Полная версия
В мае цвела сирень
«Умер все-таки…» – подумал Андрей тоскливо. – «Эх…»
– Залегли они где-то в области, – продолжал Максим. – Наверное, в соседнюю Белоруссию будут пробиваться, но не сейчас, позже. Потому что сейчас все посты их ориентировками завалены. Они этого не могут не понимать.
«Они и понимают, гады», – вновь подумал Андрей.
– Я бы не стал тебе всего этого говорить, Андрей, – виновато произнес Максим. – Только понимаешь… – он опять запнулся. – Один из них в одной группировке с тобой был, в «Заводской». Да и второго ты наверняка знаешь…
– Кто такие? – после паузы спросил Андрей. Спросил потому, что спросить это было надо…
Максим отряхнул от земли руки, достал из кармана сложенную вчетверо ориентировку. С неё на Андрея глянули два знакомых лица.

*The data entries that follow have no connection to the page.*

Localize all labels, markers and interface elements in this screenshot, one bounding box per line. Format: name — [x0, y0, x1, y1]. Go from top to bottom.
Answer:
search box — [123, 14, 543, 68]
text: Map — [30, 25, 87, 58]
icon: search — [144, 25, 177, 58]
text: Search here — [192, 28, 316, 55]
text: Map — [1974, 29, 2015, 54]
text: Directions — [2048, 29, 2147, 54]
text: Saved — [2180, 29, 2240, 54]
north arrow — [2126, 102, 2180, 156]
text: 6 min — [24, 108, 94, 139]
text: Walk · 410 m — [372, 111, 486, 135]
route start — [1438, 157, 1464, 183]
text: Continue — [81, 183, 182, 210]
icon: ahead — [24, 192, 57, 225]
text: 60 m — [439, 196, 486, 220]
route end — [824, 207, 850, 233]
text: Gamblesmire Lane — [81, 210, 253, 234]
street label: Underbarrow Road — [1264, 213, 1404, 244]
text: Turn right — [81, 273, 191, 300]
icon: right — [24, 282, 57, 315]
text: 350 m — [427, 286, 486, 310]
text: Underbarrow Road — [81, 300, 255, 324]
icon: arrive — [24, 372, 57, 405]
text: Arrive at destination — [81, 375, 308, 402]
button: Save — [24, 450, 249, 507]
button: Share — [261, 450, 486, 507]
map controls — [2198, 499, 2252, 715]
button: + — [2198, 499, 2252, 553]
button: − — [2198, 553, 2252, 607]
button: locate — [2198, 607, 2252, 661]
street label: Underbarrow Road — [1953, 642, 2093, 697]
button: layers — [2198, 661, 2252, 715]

– Жохов Юрий Владимирович, одна тысяча девятьсот семидесятого года рождения, кличка Гонщик… – прочитал Максим. – Знаешь такого?
– Как не знать… – угрюмо кивнул Андрей. А что ему оставалось? На черное сказать, что оно белое?
– Второй – Соболюк Евгений Иванович, одна тысяча девятьсот восемьдесят второго, кличка Пряник. Опера порезал, кстати, он…
«И это понятно…» – подумал Андрей. – «Не Гонщик же сам это делать будет…». – А вслух сказал:
– Знаю и этого… Плохо, правда.
– С Гонщиком этим ты раньше довольно близок был, – сказал Максим. – Я не жду, что ты подскажешь, куда бы он податься мог… Знаю, не скажешь, даже если бы и знал. Но сказать тебе об этом я должен был. Сам понимаешь…
– Спасибо, Макс, – тихо проговорил Андрей. – Но я и вправду не знаю…
Как сквозь землю не провалился, когда слова эти произносил, Андрей сам не понимал. Поднялся, накрыл сапогом окурок, ввинтил его в землю.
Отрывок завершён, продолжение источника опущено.